Volver de la muerte es, desde tiempos inmemoriales, una de las mayores ilusiones y fantasías de los seres humanos. Actualmente se está intensificando con la publicación de numerosos libros sobre el tema. El último de ellos es “Volver aquí”. Su contenido se devela en una impactante entrevista de interés humano, publicada el 9 de marzo en Diario de Navarra. La protagonista dice que regresó a la vida tras permanecer tres meses en estado de coma. A diferencia de lo vivido por otras muchas personas que supuestamente también “resucitaron” aporta un mensaje doctrinal sorprendente: el purgatorio y el infierno no existen. Para una persona que se declara cristiana y haber sido educada en la religión católica, ese descubrimiento debió conmocionarla, pero no fue así, lo considera una liberación y un factor de felicidad, sin plantearse las consecuencias que previsiblemente tendrá. De ser verdad, habría que impugnar el Catecismo de la Iglesia Católica elaborado bajo la dirección de Benedicto XVI, en el que se menciona la existencia del cielo, del purgatorio y del infierno.
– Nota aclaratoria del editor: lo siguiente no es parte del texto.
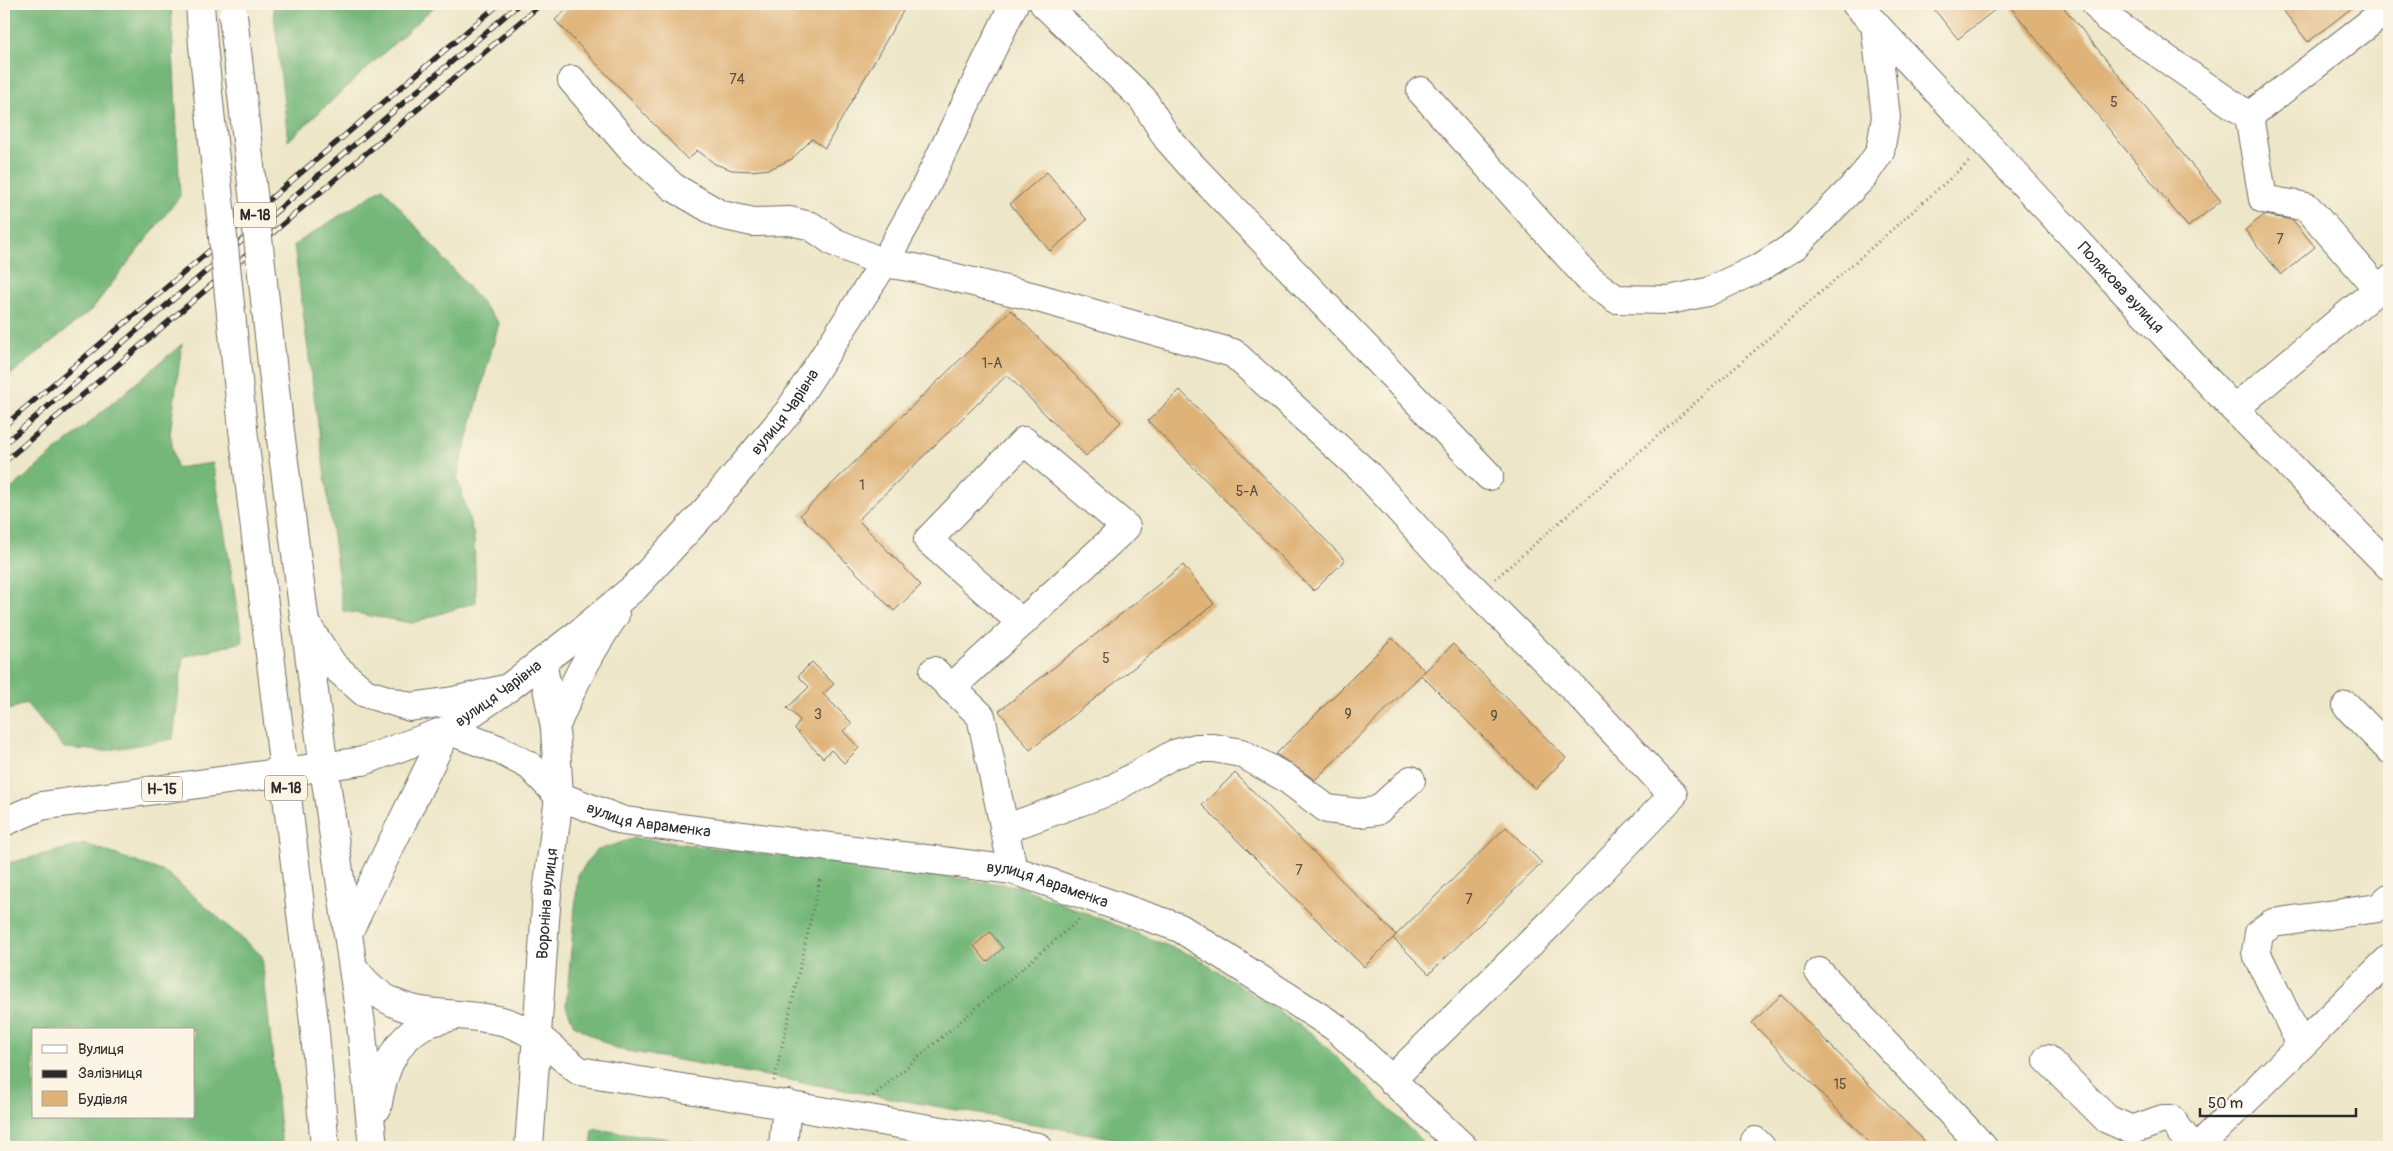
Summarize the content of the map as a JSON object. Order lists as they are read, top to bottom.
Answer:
{
  "streets": {
    "main road": [
      "М-18",
      "Полякова вулиця",
      "вулиця Чарівна",
      "Н-15",
      "вулиця Авраменка",
      "Вороніна вулиця"
    ]
  },
  "crossings": [
    ["М-18", "вулиця Чарівна"],
    ["М-18", "Н-15"],
    ["вулиця Чарівна", "Н-15"],
    ["вулиця Чарівна", "Вороніна вулиця"],
    ["вулиця Авраменка", "Вороніна вулиця"]
  ],
  "house_numbers": [
    "74",
    "5",
    "7",
    "1-А",
    "1",
    "5-А",
    "5",
    "3",
    "9",
    "9",
    "7",
    "7",
    "15"
  ],
  "legend": ["Вулиця", "Залізниця", "Будівля"],
  "scale_bar": "50 m"
}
Raymond Moody, el psiquiatra americano que se hizo famoso por su libro “Vida después de la vida”, en el que recopila numerosos casos de ese tipo, posteriormente reconoció que no existe ninguna prueba irrefutable sobre ello. Hay conjeturas, pero no evidencia científica.
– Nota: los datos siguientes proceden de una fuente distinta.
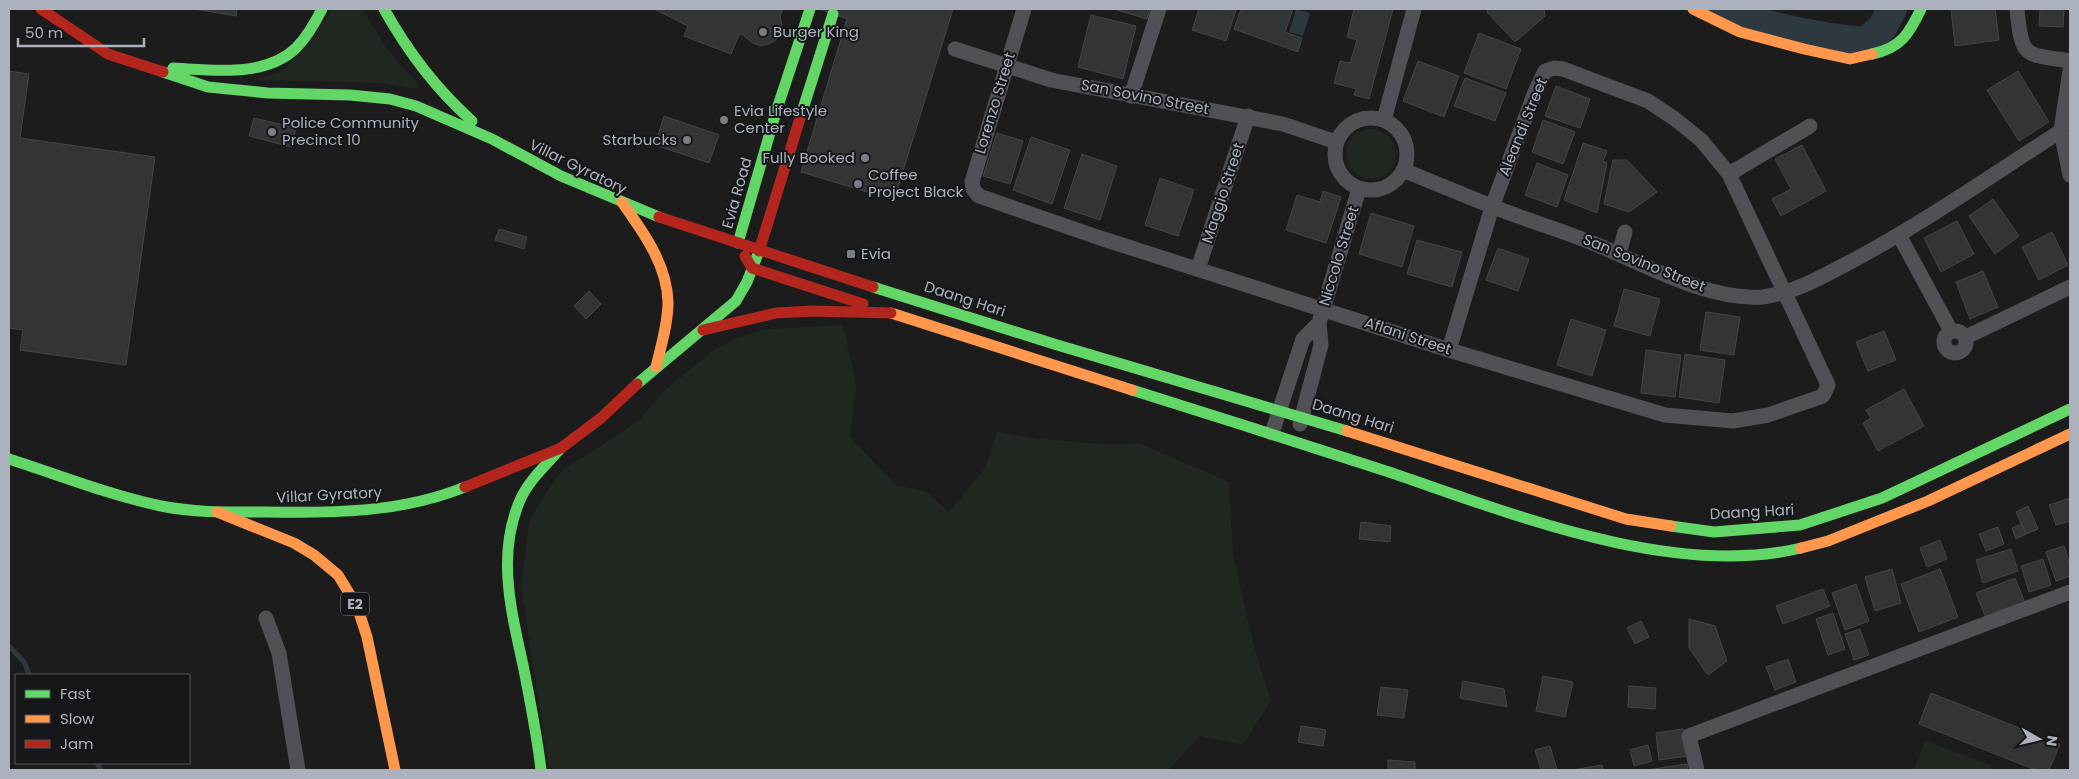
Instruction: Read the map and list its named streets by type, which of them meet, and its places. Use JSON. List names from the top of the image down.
{
  "streets": {
    "main road": [
      "Villar Gyratory",
      "Evia Road",
      "Daang Hari",
      "E2"
    ],
    "street": [
      "San Sovino Street",
      "Lorenzo Street",
      "Aleandi Street",
      "Maggio Street",
      "Niccolo Street",
      "Aflani Street"
    ]
  },
  "crossings": [
    ["San Sovino Street", "Lorenzo Street"],
    ["San Sovino Street", "Aleandi Street"],
    ["San Sovino Street", "Maggio Street"],
    ["San Sovino Street", "Niccolo Street"],
    ["Lorenzo Street", "Aflani Street"],
    ["Aleandi Street", "Aflani Street"],
    ["Villar Gyratory", "Daang Hari"],
    ["Villar Gyratory", "E2"],
    ["Evia Road", "Daang Hari"],
    ["Maggio Street", "Aflani Street"],
    ["Niccolo Street", "Daang Hari"],
    ["Niccolo Street", "Aflani Street"]
  ],
  "places": {
    "other": [
      "Burger King",
      "Evia Lifestyle Center",
      "Police Community Precinct 10",
      "Starbucks",
      "Fully Booked",
      "Coffee Project Black"
    ],
    "transit": ["Evia"]
  },
  "legend": ["Fast", "Slow", "Jam"],
  "scale_bar": "50 m",
  "north": "right"
}
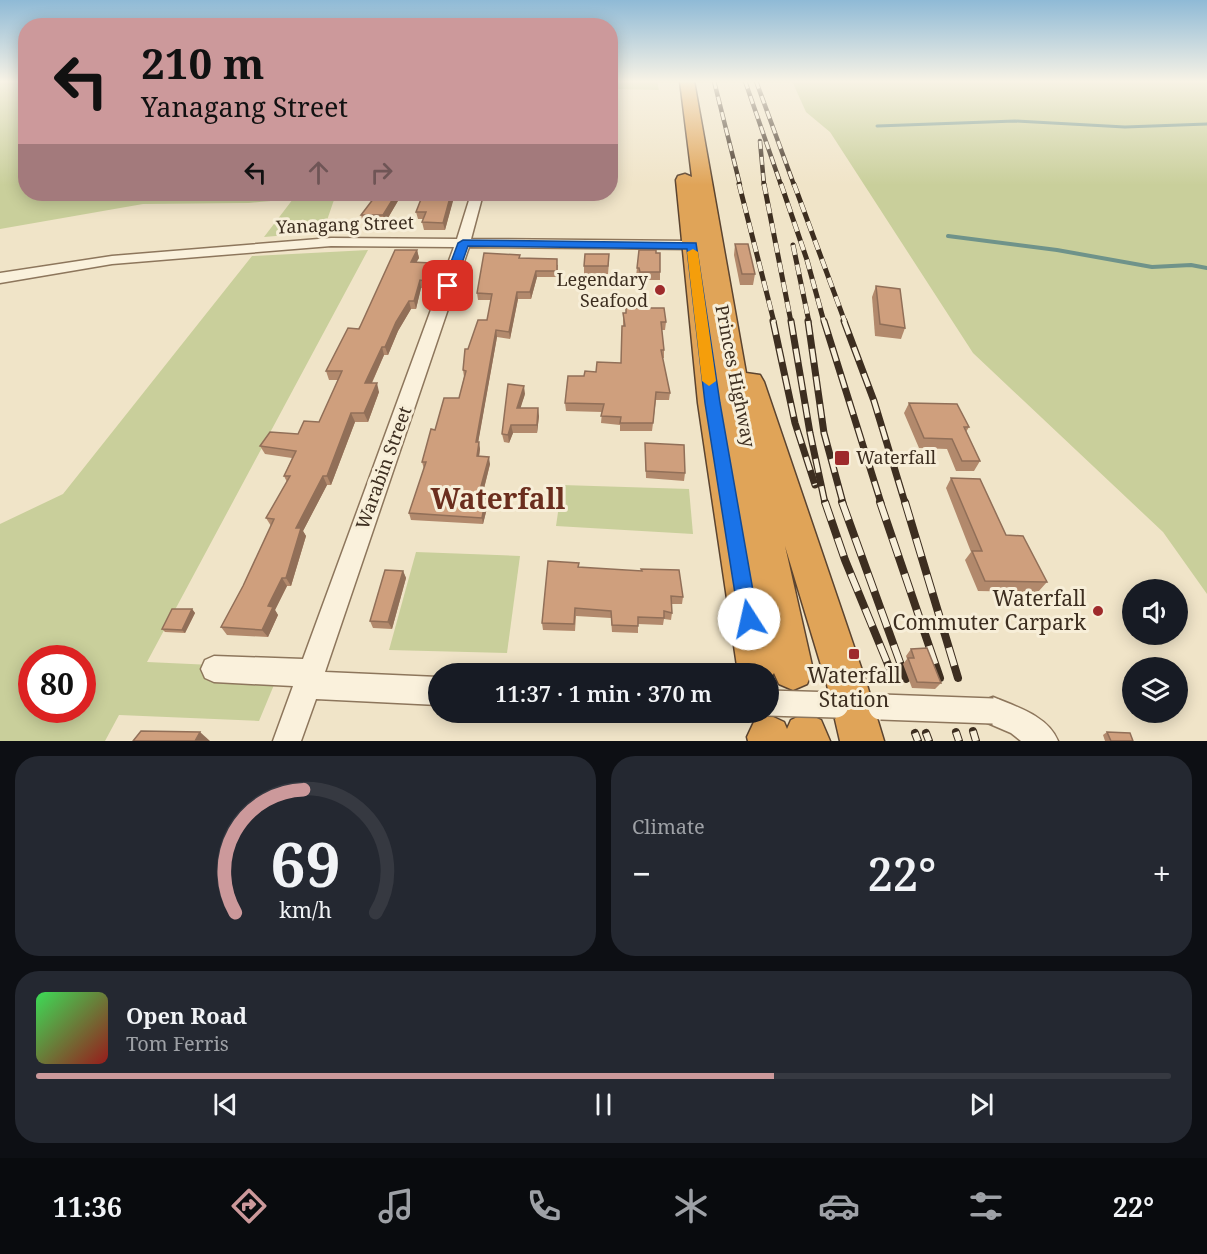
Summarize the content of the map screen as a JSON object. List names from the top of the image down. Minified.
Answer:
{"streets":{"highway":["Princes Highway"],"street":["Yanagang Street","Warabin Street"]},"crossings":[["Yanagang Street","Princes Highway"],["Yanagang Street","Warabin Street"]],"districts":["Waterfall"],"places":{"other":["Legendary Seafood","Waterfall Commuter Carpark"],"transit":["Waterfall","Waterfall Station"]},"page":{"turn":["210 m","Yanagang Street"],"limit":"80","trip":"11:37 · 1 min · 370 m","tile":"Climate","heat":["−","22°","+"],"song":["Open Road","Tom Ferris"],"tabs":["11:36","22°"],"gauge":["69","km/h"]}}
En un coma -una muerte cerebral, un estado vegetativo- en la inmensa mayoría de los casos -siempre hay alguna excepción- los cuatro sistemas operativos cerebrales “caen en suspensión”. La vuelta a la vida consciente, después de este proceso clínico, dependerá de la lesión y del tiempo que haya estado en muerte cerebral. Las áreas cerebrales están distorsionadas y el sistema perceptivo no interpreta la información supra sensorial “vivida” durante el estado en coma, ni con claridad, ni de forma correcta y muchas veces con la experiencia cognitiva que va aflorando en la medida que retoma su conciencia. De ahí que el relato de las personas que “resucitan” son apreciaciones, sentimientos distorsionados de un sistema perceptivo confuso. No expresan verdades absolutas. Son simplemente emociones con las cuales desahogan un estrés severo y prolongado postraumático.
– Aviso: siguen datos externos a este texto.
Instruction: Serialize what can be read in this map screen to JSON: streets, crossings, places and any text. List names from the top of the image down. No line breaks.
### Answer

No decimos que estas personas quieran engañar, no; ellas expresan sus percepciones, pero todos debemos tomarlas con la debida prudencia, pues recuperarse del coma tiene un final incierto: una vez se sale de él es difícil que la persona vuelva a ser la misma de antes.

Gerardo Castillo Ceballos y Emilio Garrido Landívar, especialistas en Psicopedagogia y Psicologia de la Salud.